Dopo la felicità, l’ebbrezza, del Podio, del terzo posto, strameritato, del boato degli applausi dei tifosi, l’azzardo, il sogno di Gianni De Matteis e di Giulia Bico sono diventati realtà. Abbracci, sorrisi, anche qualche lacrimuccia di gioia. Giulia ad un certo momento ha esclamato felice “Prima o poi smetto di piangere”. G&G per primi avranno pensato e ripetuto nel Principato di Monaco stringendo orgogliosamente il premio vinto, ascoltando gli applausi, le urla “bravo-bravo” alla francese, stringendo la mano dei tifosi “che impresa!”. Dalla Piazza si sentiva urlare “Bravissimi”, “Fantastici”, “Mondiale, Mondiale”.
Dal 53° posto, nonostante l’incidente, la rottura dell’auto, la notte al lavoro per riparare i danni, Gianni & Giulia in 24 ore hanno fatto miracoli, sono arrivati terzi, salendo meritatamente sul podio della loro categoria accanto al vincitore ed al secondo posto.

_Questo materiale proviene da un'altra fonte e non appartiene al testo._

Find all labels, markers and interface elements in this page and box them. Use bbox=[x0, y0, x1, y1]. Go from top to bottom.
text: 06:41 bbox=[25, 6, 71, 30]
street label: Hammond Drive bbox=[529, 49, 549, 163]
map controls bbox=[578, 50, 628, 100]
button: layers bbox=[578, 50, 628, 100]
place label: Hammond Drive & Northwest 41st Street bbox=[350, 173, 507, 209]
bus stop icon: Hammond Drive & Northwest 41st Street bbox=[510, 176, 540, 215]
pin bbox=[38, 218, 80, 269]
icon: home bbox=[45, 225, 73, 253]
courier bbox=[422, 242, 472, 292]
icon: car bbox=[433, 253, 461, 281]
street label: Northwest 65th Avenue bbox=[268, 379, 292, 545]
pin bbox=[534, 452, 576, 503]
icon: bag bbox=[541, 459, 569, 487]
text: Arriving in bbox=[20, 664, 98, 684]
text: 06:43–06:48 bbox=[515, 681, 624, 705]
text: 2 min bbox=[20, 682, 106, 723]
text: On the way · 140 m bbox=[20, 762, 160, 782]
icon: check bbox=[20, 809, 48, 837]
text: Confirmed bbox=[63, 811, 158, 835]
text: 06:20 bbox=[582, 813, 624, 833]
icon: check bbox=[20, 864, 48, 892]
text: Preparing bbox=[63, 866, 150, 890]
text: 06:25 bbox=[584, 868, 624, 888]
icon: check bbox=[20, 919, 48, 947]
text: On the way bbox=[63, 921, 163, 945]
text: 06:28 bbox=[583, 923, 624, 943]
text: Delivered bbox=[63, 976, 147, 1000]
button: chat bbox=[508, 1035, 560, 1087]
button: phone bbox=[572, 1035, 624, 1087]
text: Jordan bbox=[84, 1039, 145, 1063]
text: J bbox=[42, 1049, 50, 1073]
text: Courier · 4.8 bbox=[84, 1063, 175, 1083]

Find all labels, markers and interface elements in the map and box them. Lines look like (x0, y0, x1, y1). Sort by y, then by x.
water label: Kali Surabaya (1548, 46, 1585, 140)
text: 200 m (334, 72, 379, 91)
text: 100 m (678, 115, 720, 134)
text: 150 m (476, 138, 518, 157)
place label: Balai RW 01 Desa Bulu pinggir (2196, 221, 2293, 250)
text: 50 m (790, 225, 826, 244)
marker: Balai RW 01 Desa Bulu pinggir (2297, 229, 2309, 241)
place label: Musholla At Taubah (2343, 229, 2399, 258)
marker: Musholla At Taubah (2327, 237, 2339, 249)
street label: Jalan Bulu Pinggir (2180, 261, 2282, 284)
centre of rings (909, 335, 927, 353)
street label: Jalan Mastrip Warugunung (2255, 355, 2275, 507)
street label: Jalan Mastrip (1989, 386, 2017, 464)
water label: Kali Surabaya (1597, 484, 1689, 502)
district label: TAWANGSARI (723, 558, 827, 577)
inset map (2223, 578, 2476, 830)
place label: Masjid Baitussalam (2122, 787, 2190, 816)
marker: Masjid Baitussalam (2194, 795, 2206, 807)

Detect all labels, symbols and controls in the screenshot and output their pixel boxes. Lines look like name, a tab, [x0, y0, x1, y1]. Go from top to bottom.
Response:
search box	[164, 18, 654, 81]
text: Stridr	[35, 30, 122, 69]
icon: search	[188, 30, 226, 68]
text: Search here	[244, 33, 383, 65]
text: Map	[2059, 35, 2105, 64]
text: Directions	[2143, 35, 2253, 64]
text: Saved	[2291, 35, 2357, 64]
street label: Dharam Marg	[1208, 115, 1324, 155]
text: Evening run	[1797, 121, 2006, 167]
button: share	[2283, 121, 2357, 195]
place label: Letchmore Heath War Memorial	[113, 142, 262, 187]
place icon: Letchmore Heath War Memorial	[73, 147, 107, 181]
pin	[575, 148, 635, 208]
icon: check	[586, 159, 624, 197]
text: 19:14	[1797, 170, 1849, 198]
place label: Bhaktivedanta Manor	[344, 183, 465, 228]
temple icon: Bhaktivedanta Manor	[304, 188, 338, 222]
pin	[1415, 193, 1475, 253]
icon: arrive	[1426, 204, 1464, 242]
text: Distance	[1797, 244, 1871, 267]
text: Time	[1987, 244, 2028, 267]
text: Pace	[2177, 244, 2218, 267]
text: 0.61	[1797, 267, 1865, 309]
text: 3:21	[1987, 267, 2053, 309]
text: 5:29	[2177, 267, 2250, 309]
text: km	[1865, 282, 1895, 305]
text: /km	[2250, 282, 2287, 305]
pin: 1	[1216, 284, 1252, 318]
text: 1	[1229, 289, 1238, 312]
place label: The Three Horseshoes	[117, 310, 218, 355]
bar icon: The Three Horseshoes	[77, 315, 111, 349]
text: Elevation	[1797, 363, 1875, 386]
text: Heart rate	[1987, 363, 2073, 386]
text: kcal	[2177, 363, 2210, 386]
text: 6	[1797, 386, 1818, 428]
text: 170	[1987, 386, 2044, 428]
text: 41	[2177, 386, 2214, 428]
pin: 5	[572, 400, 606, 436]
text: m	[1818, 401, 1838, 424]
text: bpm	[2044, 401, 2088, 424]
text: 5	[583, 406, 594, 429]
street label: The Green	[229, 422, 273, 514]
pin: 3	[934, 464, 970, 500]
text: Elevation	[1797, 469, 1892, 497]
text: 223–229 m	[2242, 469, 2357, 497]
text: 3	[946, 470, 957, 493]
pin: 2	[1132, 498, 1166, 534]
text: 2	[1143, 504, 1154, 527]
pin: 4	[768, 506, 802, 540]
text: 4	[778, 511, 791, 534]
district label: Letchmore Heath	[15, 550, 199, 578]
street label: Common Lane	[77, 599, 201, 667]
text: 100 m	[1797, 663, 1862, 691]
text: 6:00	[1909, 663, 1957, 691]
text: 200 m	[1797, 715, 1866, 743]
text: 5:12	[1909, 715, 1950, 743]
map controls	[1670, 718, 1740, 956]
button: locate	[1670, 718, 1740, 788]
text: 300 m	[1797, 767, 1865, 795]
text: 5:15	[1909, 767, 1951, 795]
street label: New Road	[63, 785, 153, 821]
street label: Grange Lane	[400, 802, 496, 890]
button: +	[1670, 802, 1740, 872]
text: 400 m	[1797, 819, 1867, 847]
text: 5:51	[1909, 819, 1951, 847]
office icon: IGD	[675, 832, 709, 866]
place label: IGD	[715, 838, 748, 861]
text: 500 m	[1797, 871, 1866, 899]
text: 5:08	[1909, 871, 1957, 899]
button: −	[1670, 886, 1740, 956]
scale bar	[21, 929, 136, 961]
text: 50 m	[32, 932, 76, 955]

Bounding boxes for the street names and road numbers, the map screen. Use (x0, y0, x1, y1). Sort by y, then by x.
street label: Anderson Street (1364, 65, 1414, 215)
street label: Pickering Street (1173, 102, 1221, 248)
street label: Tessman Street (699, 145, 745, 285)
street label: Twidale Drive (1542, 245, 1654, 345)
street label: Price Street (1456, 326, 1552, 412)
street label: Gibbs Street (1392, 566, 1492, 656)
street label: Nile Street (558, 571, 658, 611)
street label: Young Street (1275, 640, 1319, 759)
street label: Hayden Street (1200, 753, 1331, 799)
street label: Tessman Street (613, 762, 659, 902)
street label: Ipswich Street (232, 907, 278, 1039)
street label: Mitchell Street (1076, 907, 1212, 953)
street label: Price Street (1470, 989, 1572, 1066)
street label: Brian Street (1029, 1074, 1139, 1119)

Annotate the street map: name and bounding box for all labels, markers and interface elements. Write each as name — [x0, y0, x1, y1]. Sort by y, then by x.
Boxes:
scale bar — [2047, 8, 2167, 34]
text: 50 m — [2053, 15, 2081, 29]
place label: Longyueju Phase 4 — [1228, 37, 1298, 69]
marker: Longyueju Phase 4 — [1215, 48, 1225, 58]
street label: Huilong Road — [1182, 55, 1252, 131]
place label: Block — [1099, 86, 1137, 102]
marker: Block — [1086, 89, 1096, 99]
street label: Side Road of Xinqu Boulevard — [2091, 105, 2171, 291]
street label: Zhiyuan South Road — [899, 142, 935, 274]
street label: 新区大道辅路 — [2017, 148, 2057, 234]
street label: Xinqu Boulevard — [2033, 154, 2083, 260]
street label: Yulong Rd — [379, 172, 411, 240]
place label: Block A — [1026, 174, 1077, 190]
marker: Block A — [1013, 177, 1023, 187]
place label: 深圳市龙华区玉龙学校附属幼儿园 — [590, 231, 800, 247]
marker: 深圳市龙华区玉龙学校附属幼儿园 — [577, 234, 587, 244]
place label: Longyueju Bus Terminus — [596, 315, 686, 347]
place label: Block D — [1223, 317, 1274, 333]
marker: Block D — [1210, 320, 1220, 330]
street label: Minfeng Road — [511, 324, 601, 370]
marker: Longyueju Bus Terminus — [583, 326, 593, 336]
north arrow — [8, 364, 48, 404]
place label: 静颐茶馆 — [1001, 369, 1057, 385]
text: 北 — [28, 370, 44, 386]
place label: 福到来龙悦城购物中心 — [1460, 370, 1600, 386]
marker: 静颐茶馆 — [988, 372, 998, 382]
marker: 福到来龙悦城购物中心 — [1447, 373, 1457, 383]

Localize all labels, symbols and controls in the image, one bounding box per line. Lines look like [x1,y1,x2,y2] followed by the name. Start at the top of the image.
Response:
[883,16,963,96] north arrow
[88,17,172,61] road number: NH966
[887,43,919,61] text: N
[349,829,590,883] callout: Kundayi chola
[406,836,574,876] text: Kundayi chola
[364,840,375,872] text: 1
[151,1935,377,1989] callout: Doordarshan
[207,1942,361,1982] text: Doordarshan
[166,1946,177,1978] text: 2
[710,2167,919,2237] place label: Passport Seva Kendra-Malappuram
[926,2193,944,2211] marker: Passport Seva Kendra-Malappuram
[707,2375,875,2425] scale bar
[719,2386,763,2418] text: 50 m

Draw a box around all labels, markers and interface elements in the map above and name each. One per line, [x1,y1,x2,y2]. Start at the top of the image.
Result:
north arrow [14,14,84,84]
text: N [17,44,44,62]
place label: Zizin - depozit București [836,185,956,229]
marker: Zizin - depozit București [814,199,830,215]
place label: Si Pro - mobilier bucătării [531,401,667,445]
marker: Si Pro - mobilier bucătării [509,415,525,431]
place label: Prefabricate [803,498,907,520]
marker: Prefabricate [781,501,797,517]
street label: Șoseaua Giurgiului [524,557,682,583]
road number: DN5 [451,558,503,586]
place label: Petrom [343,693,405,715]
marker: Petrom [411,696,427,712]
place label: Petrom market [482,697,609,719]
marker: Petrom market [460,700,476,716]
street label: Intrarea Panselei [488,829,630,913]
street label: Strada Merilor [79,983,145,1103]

Dalla Spagna mi ha telefonato Daniele Audetto, altro grande personaggio rivierasco dei motori, dei Rally, della Formula 1, manager Ferrari, Lamborghini, in coppia nei Rally d’oro di Sanremo con Luca Cordero di Montezemolo: “Roberto dai un abbraccio a De Matteis e a Giulia Bico, fantastici! Agli organizzatori, mi fa piacere che la Lancia Rally 4 abbia corso anche con i colori della gloriosa Scuderia delle Palme di Bordighera che, esattamente 60 anni fa fondai con Renato Romeo, poi arrivò anche Ronco. Avevamo la sede presso il Bar Daniel’s”.
Complimenti a tutti, stasera grande festa nel Principato in smoking e champagne. Godetevi il meritato successo. Non ci sono né neve, né ghiaccio, però come ha scritto il Manzoni “Adelante, Pedro, con juicio”.